Вопрос был простой. От таких вопросов не спрячешься ни за возраст, ни за усталость, ни за родовую привычку молчать.
— Я прошу не решать сразу, что все старое надо отрезать. Не все. Не всегда.
Соня смотрела долго. В ее темных глазах уже не было прежней резкости, только внимательность, от которой Лидии даже стало неловко.
— Хорошо, — сказала Соня. — До весны точно ничего не трогаем. Приедем еще. Посмотрим спокойно. Я помогу с бумагами, с мастерами, с чем надо. Но жить здесь насовсем ты ведь не соберешься?
Лидия оглядела двор. Колодец, яблоню, серую траву, окно кухни, в котором качнулась занавеска. Раньше ей казалось, что у родного дома два состояния. Или ты в нем закрыт. Или ушел навсегда. Сейчас вдруг открылось третье. Можно не жить в доме постоянно и все равно не предавать его. Можно не класть свою жизнь обратно на старое место, но и не делать вид, что этого места не было.

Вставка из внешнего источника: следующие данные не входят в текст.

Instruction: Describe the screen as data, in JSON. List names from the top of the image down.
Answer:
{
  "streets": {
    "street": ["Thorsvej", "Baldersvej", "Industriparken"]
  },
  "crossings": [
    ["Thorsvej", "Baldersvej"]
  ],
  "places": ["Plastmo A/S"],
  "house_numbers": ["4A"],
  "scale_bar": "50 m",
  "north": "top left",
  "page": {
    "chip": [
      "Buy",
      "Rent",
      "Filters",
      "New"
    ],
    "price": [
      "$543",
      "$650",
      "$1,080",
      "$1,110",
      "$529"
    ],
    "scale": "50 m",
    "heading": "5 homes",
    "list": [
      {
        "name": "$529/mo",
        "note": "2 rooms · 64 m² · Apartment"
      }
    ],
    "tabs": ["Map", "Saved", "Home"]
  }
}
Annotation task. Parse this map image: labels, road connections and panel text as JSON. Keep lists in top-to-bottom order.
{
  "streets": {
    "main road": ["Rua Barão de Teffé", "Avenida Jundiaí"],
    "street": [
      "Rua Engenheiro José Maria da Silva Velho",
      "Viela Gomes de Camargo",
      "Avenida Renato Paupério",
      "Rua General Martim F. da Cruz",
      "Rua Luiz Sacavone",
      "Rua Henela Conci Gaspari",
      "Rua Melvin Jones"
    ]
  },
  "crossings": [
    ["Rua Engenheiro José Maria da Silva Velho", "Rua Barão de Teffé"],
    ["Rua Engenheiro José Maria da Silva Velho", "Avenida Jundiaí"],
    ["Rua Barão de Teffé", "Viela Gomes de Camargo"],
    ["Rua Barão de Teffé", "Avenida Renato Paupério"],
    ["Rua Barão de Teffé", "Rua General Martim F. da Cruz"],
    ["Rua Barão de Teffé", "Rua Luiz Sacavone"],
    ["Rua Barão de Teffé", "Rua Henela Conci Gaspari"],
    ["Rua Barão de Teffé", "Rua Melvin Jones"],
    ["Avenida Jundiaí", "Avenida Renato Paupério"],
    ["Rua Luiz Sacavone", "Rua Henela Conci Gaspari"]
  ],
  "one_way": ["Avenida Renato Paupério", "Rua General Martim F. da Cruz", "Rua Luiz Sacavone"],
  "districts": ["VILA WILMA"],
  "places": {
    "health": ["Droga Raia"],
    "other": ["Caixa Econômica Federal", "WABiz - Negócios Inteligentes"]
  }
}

— Нет, — сказала она. — Насовсем не соберусь.
— Уже легче.
— Но и сразу отдавать его я не стану.
— И это я уже поняла.
Лидия взяла ее за руку. Соня вздрогнула едва заметно, словно от неожиданности, и не отняла ладонь.
День клонится быстро, когда внутри долго было темно, а затем вдруг стало видно. К вечеру они вместе вынесли из сеней лишнее, закрыли окно в кладовке, убрали со стола соседскую банку, до которой так никто и не дотронулся. Соня нашла старую скатерть без пятен. Лидия растопила печь. В чайнике зашумела вода. Дом уже не казался ни чужим, ни прежним. Он был тем же самым, и все же другим. Как бывает с человеком, когда о нем узнаешь не новое лицо, а новый смысл.
Перед сном Лидия вышла во двор. Воздух был холодный, чистый. Из темноты тянуло влажной землей и дымом от дальних домов. Калитка стояла прикрытая. Новый крючок тихо бился о доску на ветру. Она подошла, провела ладонью по дереву и вдруг ясно вспомнила себя в двадцать один: узкая сумка на плече, стянутые губы, ярость, которая помогала не оглядываться. Тогда ей казалось, что выйти за эту калитку значит победить. Сегодня она поняла другое. Победа была не в том, чтобы уйти. И не в том, чтобы вернуться. Победа была в том, чтобы наконец увидеть: мать не удерживала ее этим домом. Она, как умела, открывала калитку.
Лидия не стала набрасывать крючок. Так и оставила. За ее спиной скрипнула половица. Соня вышла на крыльцо в шерстяном платке, накинутом поверх свитера.
— Холодно, — сказала она.
— Да.
— Идешь?
— Сейчас.
Они постояли еще немного молча, рядом, не мешая этой тишине быть такой, какая она есть, без недосказанности, без приказа, без чужого расчета. Где-то далеко протянулся собачий лай. В яблоне шевельнулась ветка. Крючок снова тихо стукнул о доску, и Лидия впервые не потянулась закрыть калитку.